As soon as the threat of tariffs on Mexican goods was raised last year, brand owners turned to the most obvious strategic reaction: frontload shipments to pre-empt the price hikes.
Mike Novy, CEO of Calabasas Beverage Company, sales and marketing vehicle for Kendall Jenner-founded 818 Tequila, told Reuters the distillery had worked flat out in December, with employees on overtime throughout the holidays, so that about six months’ worth of Tequila could be shipped north before the tariffs took effect.
It’s an eminently sensible move but one with some glaring downsides: overheads higher – Novy reckoned by about US$2m – plus the need to finance storage of all that liquid while it waits to move through the supply chain.
If the US Tequila market was still in boom mode, that might not present too much of a problem. But it isn’t. If sales continue to soften at their current rate – WSWA’s latest SipSource forecast reckons they’ll be flatlining by the end of this year – then those storage costs are going to mount further. Factor in persistently high interest rates on borrowed cash and that’s going to hurt.
Diageo and Jose Cuervo owner Becle have not been keen to comment in detail on their own moves in this area but it’s pretty clear they’ve pursued a broadly similar strategy of frontloading shipments. If their sales numbers for Q1 2025 look pretty robust, they may just fall off a cliff in Q2.
And this is just the beginning. Never mind the Newtonian imperative that every move made by the Trump Administration is bound to provoke a similar reaction from those affected, the immense uncertainty inherent in the current environment is costing companies money and changing consumer attitudes from Toronto to Berlin. Even if tariffs were abandoned tomorrow – which they won’t be – a great deal of long-lasting damage has probably already been done.

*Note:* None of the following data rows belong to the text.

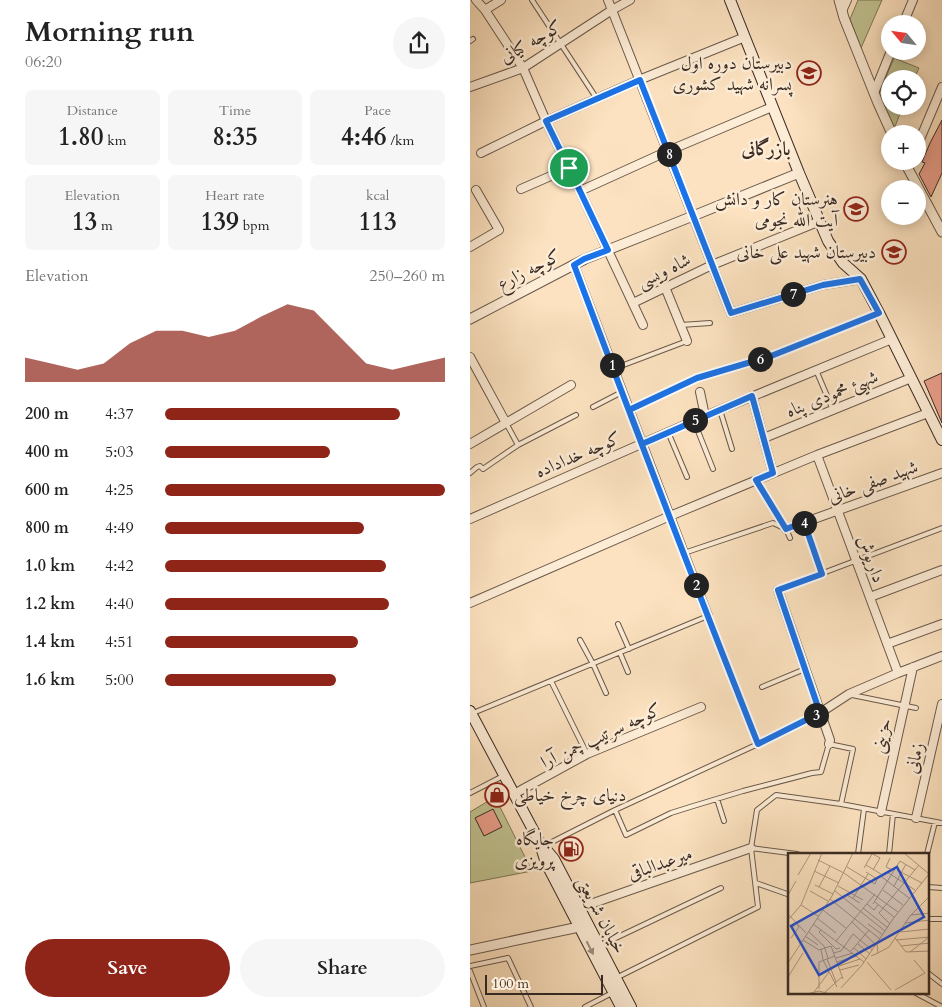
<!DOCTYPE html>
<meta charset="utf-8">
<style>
body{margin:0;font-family:Cardo,Amiri,serif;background:#f6f6f6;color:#222;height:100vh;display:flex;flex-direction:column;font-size:19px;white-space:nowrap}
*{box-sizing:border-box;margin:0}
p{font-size:16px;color:#767676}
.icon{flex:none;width:28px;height:28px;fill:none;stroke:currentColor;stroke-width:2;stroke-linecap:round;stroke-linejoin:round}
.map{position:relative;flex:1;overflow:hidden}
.side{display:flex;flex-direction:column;background:#fff;width:470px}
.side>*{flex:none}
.needle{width:32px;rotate:299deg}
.fabs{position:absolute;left:411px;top:15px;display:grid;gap:10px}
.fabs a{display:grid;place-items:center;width:45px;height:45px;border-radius:50%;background:#fff;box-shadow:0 2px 12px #0003;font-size:25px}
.scale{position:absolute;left:15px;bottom:12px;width:118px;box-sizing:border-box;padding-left:5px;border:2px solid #392b23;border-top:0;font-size:14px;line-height:18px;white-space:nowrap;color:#392b23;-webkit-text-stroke:4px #fdecd6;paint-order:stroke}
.pin{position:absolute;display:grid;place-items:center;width:42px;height:42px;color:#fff;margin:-21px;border:2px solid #fff;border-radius:50%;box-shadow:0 1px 5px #0007}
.km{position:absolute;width:25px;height:25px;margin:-12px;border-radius:50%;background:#222;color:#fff;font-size:14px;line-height:25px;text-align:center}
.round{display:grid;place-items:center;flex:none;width:52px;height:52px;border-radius:26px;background:#f6f6f6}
.head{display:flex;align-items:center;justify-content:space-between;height:85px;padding:0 25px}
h1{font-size:28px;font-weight:700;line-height:38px}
.metrics{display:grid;grid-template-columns:repeat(3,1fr);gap:8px;height:85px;padding:5px 25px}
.metrics div{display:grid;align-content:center;border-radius:8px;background:#f6f6f6;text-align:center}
.metrics b{font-size:25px;font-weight:700}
.metrics small{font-size:14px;font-weight:400}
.metrics p{font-size:14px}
.chart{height:140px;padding:10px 25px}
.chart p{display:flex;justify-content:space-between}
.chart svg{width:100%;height:90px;margin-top:5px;fill:#8f2418;opacity:.7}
.button{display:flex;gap:10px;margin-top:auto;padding:10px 25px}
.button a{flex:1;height:58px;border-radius:30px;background:#8f2418;color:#fff;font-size:20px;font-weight:700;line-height:58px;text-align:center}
.button a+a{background:#f6f6f6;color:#222}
ul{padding:0 25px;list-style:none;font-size:16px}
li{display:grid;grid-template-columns:80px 60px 1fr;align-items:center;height:38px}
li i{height:12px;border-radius:6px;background:#8f2418}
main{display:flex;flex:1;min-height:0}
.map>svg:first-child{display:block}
.green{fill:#c1c391;stroke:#7d775a}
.building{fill:#eb9f8c;stroke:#392b23}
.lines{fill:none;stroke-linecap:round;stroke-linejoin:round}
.service-casing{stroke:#6a594a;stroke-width:6}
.minor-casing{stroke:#6a594a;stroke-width:10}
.tertiary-casing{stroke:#6a594a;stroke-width:11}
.secondary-casing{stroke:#392b23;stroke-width:12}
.service{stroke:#fdecd6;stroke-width:4}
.minor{stroke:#fdecd6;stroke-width:8}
.tertiary{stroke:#fdecd6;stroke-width:9}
.secondary{stroke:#fdecd6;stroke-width:10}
.oneway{fill:#9b8c7c}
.route-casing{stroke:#fff;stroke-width:10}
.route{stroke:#1a73e8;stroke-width:6}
.labels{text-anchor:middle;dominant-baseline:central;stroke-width:5;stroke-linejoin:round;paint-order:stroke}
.street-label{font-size:18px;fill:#392b23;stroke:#fdecd6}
.poi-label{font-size:18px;fill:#392b23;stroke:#fdecd6;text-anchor:end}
.neighbourhood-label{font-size:19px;font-weight:bold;fill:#392b23;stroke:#fdecd6}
.inset-road{fill:none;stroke:#ae9981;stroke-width:1}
.view{fill:#1d4ed8;fill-opacity:0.15;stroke:#1d4ed8;stroke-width:2.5}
.inset-edge{fill:none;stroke:#392b23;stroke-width:2.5}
</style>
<main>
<section class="side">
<div class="head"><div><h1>Morning run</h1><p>06:20</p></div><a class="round"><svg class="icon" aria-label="share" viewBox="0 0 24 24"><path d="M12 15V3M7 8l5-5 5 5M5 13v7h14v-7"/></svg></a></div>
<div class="metrics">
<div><p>Distance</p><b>1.80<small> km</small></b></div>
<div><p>Time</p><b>8:35</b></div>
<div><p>Pace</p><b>4:46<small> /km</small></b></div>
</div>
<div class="metrics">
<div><p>Elevation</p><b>13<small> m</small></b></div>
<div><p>Heart rate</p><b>139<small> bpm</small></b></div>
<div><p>kcal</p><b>113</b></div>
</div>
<div class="chart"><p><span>Elevation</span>250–260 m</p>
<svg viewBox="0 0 160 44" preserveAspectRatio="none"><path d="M0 44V32L10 35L20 38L30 35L40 25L50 19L60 19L70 22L80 19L90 12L100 6L110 9L120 22L130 35L140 38L150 35L160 32V44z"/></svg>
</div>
<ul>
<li><b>200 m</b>4:37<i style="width:84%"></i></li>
<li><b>400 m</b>5:03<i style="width:59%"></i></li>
<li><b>600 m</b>4:25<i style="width:100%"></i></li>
<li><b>800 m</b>4:49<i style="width:71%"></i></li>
<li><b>1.0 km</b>4:42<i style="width:79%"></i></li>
<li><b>1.2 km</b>4:40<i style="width:80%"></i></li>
<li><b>1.4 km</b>4:51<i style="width:69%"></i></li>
<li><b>1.6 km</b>5:00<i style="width:61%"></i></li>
</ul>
<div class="button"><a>Save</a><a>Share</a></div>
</section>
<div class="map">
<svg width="472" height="1007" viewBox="0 0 472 1007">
<rect width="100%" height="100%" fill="#fce2c0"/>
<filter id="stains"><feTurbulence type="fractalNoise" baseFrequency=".004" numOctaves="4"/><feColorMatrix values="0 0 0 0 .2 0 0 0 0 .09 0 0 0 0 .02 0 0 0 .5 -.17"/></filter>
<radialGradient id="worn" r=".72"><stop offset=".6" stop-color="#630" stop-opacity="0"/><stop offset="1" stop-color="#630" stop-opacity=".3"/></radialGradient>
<path class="green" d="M388 0H412L391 48 380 19Z
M424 58 449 68 444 79H420V106H433L424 129 409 94Z
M25 797 62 871 0 883V812Z"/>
<path class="building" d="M472 120V173L461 197 449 174 455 163 452 162 460 143Z
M472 373V423L454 381Z
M23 809 32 827 14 836 5 818Z
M105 841 110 850 96 857 92 848Z"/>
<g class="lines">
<g class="service-casing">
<path id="service" d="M62 0 127 99
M0 41 3 39
M211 325 240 323
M143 369 217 341
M346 370 363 410
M123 407 152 392
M250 410 262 449
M159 411 227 378 301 356 408 314
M224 421 243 469
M36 423 48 445
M198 432 217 477
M0 473 7 467 10 466 13 469 48 445 106 415
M286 480 316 529 320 538
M334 522 352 574
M214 553 303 523 316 529
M308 590 472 528
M148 624 159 649
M110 640 123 664 136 693
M150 653 158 672
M81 681 117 754
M292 687 335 669
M382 695 446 708
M3 713 238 616 288 744
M0 793 33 776
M247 799 254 821
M145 810 156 835 201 813 220 807 273 791 342 773 351 772 359 744 383 749 371 804
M76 845 145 810 288 744 350 713
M281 848 327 854
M388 854 394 809
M419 854 423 814
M457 854 465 822
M286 883 320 895
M458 887 472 888
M458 919H472
M131 945 251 888
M0 966 38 958 61 1007
M0 971 14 1007
M458 973 472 984
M146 978 288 907 281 848 287 810 306 795 371 804 472 823
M446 993 472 1007
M115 1007 142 993"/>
</g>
<g class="minor-casing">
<path id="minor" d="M6 0 15 10 53 68 76 121 110 191 173 325
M138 0 261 313 353 285 391 279
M15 10 31 0
M372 11 377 0
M433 24 443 0
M0 87 53 68 142 10 160 0
M404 93 421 51
M448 144 472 87
M11 153 76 121 169 80 275 37
M51 189 99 168
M110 191 198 151 302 107
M0 247 29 230 6 190
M104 265 238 616
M195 287 217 341
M163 303 242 265 350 221
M0 357 36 423
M230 392 235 416
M282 396 303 473
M294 438 441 378
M0 444 101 385
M347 455 428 673
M0 519 235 416 422 339
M316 529 472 473
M308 590 360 740 359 744
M400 597 472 570
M0 603 200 516 347 455 458 413
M417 644 472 624
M350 713 379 694 428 673 472 656
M44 794 117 754 231 707
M411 812 443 667
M446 818 472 704
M109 908 281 848"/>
</g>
<g class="tertiary-casing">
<path id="tertiary" d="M369 0 374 18 408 103 422 134
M434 161 472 232
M0 319 115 259 223 216 329 173
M0 950 109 927"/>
</g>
<g class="secondary-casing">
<path id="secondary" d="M260 0 329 173 358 241 373 263 391 279 409 313 472 440
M0 711 69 841 84 859 161 1007
M71 847 76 863 151 1007"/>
</g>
<use href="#service" class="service"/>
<use href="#minor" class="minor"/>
<use href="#tertiary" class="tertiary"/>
<use href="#secondary" class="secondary"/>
</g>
<defs><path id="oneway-solid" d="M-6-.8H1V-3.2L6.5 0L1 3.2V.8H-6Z" transform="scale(1.25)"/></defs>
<use class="oneway" href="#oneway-solid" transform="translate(120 948) rotate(63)"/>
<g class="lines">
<g class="route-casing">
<path id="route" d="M99 168 138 250 114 259 104 265C164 425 225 585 288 744L350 713 308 590 352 574 334 522 316 529 286 480 303 473 282 396 172 444 159 410 227 378 301 356 409 313 390 279 353 285 261 313 170 80 76 121 99 168"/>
</g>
<use href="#route" class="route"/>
</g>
<defs>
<g id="school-ring" transform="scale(1.25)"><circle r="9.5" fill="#fdecd6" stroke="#8f2418" stroke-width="1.5"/><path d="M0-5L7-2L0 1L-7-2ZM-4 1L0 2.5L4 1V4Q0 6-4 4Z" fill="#8f2418"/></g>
<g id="shop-ring" transform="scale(1.25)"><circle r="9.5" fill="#fdecd6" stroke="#8f2418" stroke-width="1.5"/><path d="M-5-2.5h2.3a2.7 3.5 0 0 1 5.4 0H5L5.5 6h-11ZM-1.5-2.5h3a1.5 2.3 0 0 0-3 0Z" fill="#8f2418"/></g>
<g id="fuel-ring" transform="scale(1.25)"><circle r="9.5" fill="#fdecd6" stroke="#8f2418" stroke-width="1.5"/><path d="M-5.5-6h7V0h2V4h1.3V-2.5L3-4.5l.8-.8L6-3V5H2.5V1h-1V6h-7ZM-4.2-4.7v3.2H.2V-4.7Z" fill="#8f2418"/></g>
</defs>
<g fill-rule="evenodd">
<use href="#school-ring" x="339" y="73"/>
<use href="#school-ring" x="386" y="209"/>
<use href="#school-ring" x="424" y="252"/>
<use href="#shop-ring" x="27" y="795"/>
<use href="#fuel-ring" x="101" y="849"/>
</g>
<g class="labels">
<g class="street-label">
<text transform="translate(61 42) rotate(-30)">کوچه کیانی</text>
<text transform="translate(59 270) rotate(-27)">کوچه زارع</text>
<text transform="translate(194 271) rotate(-26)">شاه ویسی</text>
<text transform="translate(362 394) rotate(-22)">شهیئ محمودی پناه</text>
<text transform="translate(108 455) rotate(-23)">کوچه خداداده</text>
<text transform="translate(403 482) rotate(-20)">شهید صفی خانی</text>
<text transform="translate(401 559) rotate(70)">داریوش</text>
<text transform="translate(131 736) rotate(-25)">کوچه سرتیپ چمن آرا</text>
<text transform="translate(412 736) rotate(-78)">حزینی</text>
<text transform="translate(445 758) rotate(-77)">زمانی</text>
<text transform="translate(190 864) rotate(-19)">میرعبدالباقی</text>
<text transform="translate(131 915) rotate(62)">خیابان شریعتی</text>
</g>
<g class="poi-label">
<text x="322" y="63">دبیرستان دوره اول<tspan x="322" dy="21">پسرانه شهید کشوری</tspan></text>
<text x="368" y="199">هنرستان کار و دانش<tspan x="368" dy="21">آیت الله نجومی</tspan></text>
<text x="406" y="252">دبیرستان شهید علی خانی</text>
<text x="44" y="795" text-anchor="start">دنیای چرخ خیاطی</text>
<text x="84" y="839">جایگاه<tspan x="84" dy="21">پرویزی</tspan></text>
</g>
<g class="neighbourhood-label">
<text x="296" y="149">بازرگانی</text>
</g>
</g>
<g transform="translate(318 853)">
<rect width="141" height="141" fill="#fce2c0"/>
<path class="inset-road" d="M83 0 92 5 85 17M102 5 98 14 105 17M30 7 56 20 110 59M78 12 93 21M59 14 87 31 89 26 78 19M76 15 84 1M109 17 134 30M26 18 51 30M99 19 127 37M10 22 23 0M94 24 121 45M27 32 45 41M50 33 75 47M106 33 118 11M31 34 42 13M95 37 115 52M22 38 40 48M47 38 97 78M0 42 8 28M59 42 72 50M65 45 80 21M42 46 92 86M87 49 106 64M79 51 86 57 90 52M85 51 112 8 127 17M13 52 30 63M75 55 100 75M35 57 58 75M0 61 18 80M123 62 142 60M29 65 48 80M0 67 13 52 34 0M64 69 88 92M117 70 142 67M25 71 76 109M80 71 95 82M102 71 91 60 131 12M33 77 31 79 48 96 52 95M21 79 36 93 40 105M112 79 142 76M17 83 30 92M3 85 11 74 8 70 4 75M107 85 118 99 142 98M15 87 31 97 43 93 55 126M108 87 142 84M48 88 87 41M70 91 82 101M113 93 142 90M66 95 78 106M33 96 35 107 49 134M63 98 81 77M122 99 141 84M46 100 53 98 65 81 84 97M90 100 101 94 122 63 142 43M83 103 90 100 89 91M48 105 65 100M39 106 48 129M49 109 69 103M79 109 103 137M0 110 44 43 65 0M51 113 72 106M52 117 71 112M0 124 15 100M53 135 74 112 105 66 141 21 116 0M31 136V109L47 103M107 137 137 120 126 107M26 139 41 119M37 139 54 124M19 141 31 138 42 141"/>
<path class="view" d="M109 14 136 64 31 122 3 73Z"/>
<rect width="141" height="141" class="inset-edge"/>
</g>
<rect width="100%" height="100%" filter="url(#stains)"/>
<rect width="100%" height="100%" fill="url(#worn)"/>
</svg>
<div class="fabs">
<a><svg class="needle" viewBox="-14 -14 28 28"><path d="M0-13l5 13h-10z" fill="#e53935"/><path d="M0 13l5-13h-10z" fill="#767676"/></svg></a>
<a><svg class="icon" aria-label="locate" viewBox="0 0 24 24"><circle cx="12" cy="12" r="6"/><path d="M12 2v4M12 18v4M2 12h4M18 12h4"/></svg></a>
<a>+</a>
<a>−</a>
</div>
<div class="scale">100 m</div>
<div class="pin" style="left:99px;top:168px;background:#1e9e55"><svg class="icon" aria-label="arrive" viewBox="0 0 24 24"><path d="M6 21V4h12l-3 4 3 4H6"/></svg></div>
<b class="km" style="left:142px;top:365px">1</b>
<b class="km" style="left:226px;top:585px">2</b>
<b class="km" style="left:346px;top:715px">3</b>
<b class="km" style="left:334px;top:523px">4</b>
<b class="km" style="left:225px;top:420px">5</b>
<b class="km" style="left:290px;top:359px">6</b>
<b class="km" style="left:323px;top:294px">7</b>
<b class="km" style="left:199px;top:154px">8</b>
</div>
</main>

Are there any upsides? Well… It’s not much to cling onto but – to revive an argument made in an earlier column – Tequila’s current difficulties are a painful illustration of just how reliant an entire industry has become on one market. Sometimes the category feels like an extension of the US spirits scene, so indelibly are the two connected.
If this somewhat nightmareish situation inspires Tequila brand owners to explore other export markets – which, to be fair, the larger and more far-sighted are already doing – then maybe some good might yet come out of this utter mess. Whether many of them have the wherewithal to undertake this at a time when they’re ploughing everything into protecting their market position in the US, however, is open to question.